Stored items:
★ ★ ★

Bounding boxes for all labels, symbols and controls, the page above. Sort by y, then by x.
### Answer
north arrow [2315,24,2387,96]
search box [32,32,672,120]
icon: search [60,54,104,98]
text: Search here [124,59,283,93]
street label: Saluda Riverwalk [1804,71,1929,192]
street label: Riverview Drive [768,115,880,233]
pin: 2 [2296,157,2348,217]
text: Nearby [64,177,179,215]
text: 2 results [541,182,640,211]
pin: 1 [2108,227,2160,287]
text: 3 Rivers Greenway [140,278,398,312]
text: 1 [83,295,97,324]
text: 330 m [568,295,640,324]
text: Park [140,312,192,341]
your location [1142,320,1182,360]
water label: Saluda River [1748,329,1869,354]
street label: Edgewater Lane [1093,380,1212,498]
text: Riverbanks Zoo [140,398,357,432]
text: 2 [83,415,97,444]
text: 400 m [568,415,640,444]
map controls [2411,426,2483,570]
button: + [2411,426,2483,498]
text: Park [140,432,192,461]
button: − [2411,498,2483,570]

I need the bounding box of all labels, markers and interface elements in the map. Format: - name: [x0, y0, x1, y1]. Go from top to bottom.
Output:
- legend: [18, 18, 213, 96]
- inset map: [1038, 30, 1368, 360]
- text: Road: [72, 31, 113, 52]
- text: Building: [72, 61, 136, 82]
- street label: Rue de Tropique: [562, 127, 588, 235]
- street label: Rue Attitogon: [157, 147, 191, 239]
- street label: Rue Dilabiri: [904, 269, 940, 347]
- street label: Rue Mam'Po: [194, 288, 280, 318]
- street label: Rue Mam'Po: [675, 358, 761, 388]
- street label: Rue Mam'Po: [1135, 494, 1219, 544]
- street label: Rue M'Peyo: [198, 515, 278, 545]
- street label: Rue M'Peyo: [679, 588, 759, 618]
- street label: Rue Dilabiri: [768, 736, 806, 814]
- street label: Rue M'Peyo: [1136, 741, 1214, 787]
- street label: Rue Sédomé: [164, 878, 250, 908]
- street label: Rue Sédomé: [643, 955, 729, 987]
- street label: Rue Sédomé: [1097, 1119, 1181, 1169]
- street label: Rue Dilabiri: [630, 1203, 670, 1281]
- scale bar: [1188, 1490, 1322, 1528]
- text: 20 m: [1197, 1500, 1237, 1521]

★ ★ ★

### What to work on
Could you reproduce every record exactly as shown above?

### Result for this task
Bounding boxes for all labels, symbols and controls, the page above. Sort by y, then by x.
### Answer
north arrow [2315,24,2387,96]
search box [32,32,672,120]
icon: search [60,54,104,98]
text: Search here [124,59,283,93]
street label: Saluda Riverwalk [1804,71,1929,192]
street label: Riverview Drive [768,115,880,233]
pin: 2 [2296,157,2348,217]
text: Nearby [64,177,179,215]
text: 2 results [541,182,640,211]
pin: 1 [2108,227,2160,287]
text: 3 Rivers Greenway [140,278,398,312]
text: 1 [83,295,97,324]
text: 330 m [568,295,640,324]
text: Park [140,312,192,341]
your location [1142,320,1182,360]
water label: Saluda River [1748,329,1869,354]
street label: Edgewater Lane [1093,380,1212,498]
text: Riverbanks Zoo [140,398,357,432]
text: 2 [83,415,97,444]
text: 400 m [568,415,640,444]
map controls [2411,426,2483,570]
button: + [2411,426,2483,498]
text: Park [140,432,192,461]
button: − [2411,498,2483,570]

I need the bounding box of all labels, markers and interface elements in the map. Format: - name: [x0, y0, x1, y1]. Go from top to bottom.
Output:
- legend: [18, 18, 213, 96]
- inset map: [1038, 30, 1368, 360]
- text: Road: [72, 31, 113, 52]
- text: Building: [72, 61, 136, 82]
- street label: Rue de Tropique: [562, 127, 588, 235]
- street label: Rue Attitogon: [157, 147, 191, 239]
- street label: Rue Dilabiri: [904, 269, 940, 347]
- street label: Rue Mam'Po: [194, 288, 280, 318]
- street label: Rue Mam'Po: [675, 358, 761, 388]
- street label: Rue Mam'Po: [1135, 494, 1219, 544]
- street label: Rue M'Peyo: [198, 515, 278, 545]
- street label: Rue M'Peyo: [679, 588, 759, 618]
- street label: Rue Dilabiri: [768, 736, 806, 814]
- street label: Rue M'Peyo: [1136, 741, 1214, 787]
- street label: Rue Sédomé: [164, 878, 250, 908]
- street label: Rue Sédomé: [643, 955, 729, 987]
- street label: Rue Sédomé: [1097, 1119, 1181, 1169]
- street label: Rue Dilabiri: [630, 1203, 670, 1281]
- scale bar: [1188, 1490, 1322, 1528]
- text: 20 m: [1197, 1500, 1237, 1521]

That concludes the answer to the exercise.